= Thofania d'Adamo =

Italian poisoner

Thofania d'Adamo or Teofania di Adamo, Epifania d'Adamo or La Tofania (died 12 July 1633, Palermo) was a Sicilian poisoner.

==Case==
d'Adamo was executed for having poisoned her late spouse Francesco d'Adamo and for having trafficked in illegal lethal poison. She was preceded by Francesca La Sarda, who was executed for having trafficked in illegal lethal poison the year prior. The two women were accused of having sold poison together in Palermo. The case attracted a lot of attention and the investigation was conducted on the orders of Fernando Afán de Ribera.

==Legacy==
The case is first mentioned in the Compendio di diversi successi in Palermo dall’anno 1632 by Baldassare Zamparrone (1581–1648). The contemporary diarist Gaetano Alessis described in Notizie piacevoli e curiose ossia aneddoti…, in which he claimed that the poison Aqua Tofana was invented by her and named after her.

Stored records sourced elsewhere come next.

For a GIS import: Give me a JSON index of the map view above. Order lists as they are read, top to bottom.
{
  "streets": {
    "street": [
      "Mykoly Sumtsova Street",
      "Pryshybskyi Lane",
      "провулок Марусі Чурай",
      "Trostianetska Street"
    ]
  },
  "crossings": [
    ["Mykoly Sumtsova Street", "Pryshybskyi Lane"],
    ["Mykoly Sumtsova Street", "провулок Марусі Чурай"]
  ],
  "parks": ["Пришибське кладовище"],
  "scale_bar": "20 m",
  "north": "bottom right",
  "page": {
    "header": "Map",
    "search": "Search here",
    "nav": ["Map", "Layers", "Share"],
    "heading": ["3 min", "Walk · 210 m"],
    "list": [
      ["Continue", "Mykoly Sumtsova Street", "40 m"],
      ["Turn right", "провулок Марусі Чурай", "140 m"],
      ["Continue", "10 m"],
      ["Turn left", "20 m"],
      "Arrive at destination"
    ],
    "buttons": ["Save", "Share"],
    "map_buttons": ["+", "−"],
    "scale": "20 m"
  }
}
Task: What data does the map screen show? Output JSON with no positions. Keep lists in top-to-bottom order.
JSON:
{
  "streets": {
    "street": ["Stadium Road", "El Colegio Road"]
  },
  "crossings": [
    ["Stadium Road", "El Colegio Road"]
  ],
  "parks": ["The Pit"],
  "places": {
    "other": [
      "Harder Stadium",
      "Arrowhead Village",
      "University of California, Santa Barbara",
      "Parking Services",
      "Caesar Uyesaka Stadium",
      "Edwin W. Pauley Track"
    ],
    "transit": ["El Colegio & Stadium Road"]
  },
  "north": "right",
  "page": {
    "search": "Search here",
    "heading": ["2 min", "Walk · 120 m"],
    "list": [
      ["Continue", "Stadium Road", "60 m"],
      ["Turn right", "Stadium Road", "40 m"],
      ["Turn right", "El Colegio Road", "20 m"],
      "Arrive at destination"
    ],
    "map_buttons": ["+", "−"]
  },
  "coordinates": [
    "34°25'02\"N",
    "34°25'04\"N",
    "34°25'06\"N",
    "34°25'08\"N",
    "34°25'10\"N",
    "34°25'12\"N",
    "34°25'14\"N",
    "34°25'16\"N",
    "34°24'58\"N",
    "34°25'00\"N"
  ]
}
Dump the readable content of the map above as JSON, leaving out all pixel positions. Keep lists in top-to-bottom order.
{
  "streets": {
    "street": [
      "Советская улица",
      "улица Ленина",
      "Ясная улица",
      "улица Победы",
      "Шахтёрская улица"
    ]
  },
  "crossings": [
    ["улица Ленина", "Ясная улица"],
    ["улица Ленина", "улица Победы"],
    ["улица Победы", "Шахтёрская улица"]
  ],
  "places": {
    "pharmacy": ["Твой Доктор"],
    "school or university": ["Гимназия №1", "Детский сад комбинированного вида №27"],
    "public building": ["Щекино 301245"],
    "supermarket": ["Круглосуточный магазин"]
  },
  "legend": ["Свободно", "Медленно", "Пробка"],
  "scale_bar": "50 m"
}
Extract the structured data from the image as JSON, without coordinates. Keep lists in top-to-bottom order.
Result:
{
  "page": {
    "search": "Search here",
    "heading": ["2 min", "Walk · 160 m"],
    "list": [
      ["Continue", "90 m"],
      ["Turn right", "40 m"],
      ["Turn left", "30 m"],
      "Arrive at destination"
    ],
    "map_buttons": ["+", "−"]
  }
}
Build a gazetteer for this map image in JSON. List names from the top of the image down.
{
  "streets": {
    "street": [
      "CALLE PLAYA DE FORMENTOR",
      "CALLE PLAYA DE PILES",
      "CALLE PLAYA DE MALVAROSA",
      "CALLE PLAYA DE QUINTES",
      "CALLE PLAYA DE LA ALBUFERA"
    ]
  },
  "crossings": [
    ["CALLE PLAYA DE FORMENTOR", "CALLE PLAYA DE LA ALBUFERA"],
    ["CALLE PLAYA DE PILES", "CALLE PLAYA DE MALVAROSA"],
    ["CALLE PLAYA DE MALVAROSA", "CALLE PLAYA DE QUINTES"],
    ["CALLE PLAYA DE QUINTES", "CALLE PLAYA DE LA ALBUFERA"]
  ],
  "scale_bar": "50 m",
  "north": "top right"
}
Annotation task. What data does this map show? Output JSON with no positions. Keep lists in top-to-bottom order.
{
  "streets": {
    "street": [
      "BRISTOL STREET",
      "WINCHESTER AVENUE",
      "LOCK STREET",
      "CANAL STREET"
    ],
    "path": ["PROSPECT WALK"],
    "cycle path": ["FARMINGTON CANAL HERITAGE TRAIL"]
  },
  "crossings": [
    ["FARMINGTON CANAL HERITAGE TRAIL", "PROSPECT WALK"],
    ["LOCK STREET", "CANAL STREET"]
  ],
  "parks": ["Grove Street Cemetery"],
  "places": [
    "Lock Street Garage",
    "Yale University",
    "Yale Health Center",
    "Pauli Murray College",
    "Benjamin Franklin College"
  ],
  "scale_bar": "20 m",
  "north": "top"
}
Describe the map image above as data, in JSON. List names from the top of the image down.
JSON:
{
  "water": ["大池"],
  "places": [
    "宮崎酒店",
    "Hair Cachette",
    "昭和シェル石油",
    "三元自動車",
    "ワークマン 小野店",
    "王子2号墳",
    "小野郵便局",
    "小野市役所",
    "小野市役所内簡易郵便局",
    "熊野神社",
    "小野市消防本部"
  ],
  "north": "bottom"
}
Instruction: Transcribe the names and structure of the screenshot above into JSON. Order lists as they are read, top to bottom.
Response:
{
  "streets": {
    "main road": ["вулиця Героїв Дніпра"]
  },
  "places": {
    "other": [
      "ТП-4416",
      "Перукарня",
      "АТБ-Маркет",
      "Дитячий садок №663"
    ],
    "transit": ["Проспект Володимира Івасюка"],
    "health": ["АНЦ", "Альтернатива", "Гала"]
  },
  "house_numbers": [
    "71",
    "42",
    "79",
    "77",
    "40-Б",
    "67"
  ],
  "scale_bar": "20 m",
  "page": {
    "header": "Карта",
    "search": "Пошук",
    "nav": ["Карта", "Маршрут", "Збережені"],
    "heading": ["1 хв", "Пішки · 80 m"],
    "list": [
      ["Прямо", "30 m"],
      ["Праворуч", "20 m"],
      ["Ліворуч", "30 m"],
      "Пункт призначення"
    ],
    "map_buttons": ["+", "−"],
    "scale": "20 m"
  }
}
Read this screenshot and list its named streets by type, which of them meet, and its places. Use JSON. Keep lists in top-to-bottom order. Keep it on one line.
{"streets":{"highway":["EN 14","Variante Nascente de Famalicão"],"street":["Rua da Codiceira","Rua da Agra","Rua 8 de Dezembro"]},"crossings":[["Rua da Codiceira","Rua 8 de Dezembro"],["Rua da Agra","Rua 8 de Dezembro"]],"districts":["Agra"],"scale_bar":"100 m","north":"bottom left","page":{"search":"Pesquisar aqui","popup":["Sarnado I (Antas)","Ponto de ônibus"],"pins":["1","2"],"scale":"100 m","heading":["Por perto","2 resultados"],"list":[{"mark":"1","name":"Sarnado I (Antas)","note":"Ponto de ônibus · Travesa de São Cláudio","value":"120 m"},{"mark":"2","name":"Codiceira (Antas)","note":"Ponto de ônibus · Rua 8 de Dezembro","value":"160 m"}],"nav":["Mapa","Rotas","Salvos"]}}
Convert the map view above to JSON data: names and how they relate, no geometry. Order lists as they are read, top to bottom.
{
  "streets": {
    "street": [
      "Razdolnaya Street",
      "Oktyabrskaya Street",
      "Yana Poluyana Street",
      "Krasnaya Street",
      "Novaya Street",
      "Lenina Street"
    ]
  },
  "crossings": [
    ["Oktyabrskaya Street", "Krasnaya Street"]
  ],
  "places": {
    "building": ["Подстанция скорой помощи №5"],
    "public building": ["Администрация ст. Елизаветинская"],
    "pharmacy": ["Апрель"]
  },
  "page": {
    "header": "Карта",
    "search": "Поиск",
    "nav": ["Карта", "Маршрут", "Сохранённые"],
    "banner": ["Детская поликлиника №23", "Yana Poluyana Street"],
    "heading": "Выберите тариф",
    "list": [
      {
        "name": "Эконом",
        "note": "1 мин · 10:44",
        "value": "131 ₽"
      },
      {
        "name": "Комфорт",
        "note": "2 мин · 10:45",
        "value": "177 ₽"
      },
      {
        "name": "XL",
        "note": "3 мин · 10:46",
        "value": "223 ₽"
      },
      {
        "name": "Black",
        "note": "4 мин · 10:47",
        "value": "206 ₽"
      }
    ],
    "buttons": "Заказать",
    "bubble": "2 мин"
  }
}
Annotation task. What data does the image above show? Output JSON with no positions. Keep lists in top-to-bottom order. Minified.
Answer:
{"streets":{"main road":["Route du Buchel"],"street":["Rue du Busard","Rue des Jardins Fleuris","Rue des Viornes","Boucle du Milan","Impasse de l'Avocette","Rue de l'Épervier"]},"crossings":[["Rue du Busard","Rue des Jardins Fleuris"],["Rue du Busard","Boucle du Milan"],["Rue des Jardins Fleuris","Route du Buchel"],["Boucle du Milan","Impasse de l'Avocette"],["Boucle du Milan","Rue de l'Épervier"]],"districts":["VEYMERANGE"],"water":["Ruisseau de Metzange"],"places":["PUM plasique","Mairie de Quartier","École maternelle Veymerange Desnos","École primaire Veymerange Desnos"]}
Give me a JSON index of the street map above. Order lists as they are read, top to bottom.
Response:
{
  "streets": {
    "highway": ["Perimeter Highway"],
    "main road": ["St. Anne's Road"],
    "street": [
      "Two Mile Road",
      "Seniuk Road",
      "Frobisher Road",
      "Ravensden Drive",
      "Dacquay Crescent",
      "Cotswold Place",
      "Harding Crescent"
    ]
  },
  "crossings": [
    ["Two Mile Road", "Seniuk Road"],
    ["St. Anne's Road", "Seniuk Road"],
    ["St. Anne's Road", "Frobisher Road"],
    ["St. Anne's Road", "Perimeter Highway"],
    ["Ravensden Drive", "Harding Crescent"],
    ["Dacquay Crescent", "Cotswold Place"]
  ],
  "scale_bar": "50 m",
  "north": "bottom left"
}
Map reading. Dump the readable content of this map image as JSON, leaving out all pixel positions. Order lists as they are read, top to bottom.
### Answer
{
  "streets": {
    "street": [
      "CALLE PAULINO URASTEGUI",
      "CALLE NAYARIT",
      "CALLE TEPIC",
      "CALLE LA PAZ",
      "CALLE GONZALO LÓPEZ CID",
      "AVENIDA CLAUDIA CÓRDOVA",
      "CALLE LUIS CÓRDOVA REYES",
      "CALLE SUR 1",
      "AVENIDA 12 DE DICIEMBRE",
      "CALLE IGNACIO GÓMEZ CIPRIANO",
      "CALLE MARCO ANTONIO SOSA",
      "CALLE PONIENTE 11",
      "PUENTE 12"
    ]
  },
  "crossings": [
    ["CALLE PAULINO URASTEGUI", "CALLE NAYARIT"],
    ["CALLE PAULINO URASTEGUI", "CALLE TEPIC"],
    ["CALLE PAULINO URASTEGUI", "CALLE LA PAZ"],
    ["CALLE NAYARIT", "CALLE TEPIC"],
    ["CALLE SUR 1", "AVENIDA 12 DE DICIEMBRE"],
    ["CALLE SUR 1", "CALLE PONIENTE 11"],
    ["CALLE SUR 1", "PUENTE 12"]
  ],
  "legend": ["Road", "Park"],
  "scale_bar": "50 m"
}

Thofania d'Adamo is known in history as the alleged mother of the famous poisoner Giulia Tofana. According to legend, Giulia Tofana fled to Rome after the execution of her mother Thofania d'Adamo, founded a new business selling poison in Rome, and named the poison Aqua Tofana after her mother.
However, this appears to have been a myth, inspired by a hypothesis in the 19th century.
Giulia Tofana, whose actual name was Giulia Mangiardi, left Palermo for Rome in 1624 and not 1633; and while she does appear to have founded a business selling poison In Rome, which she eventually left to her stepdaughter Gironima Spana, there is nothing to indicate that Thofania d'Adamo was the mother of Giulia Mangiardi, although she may have been her disciple.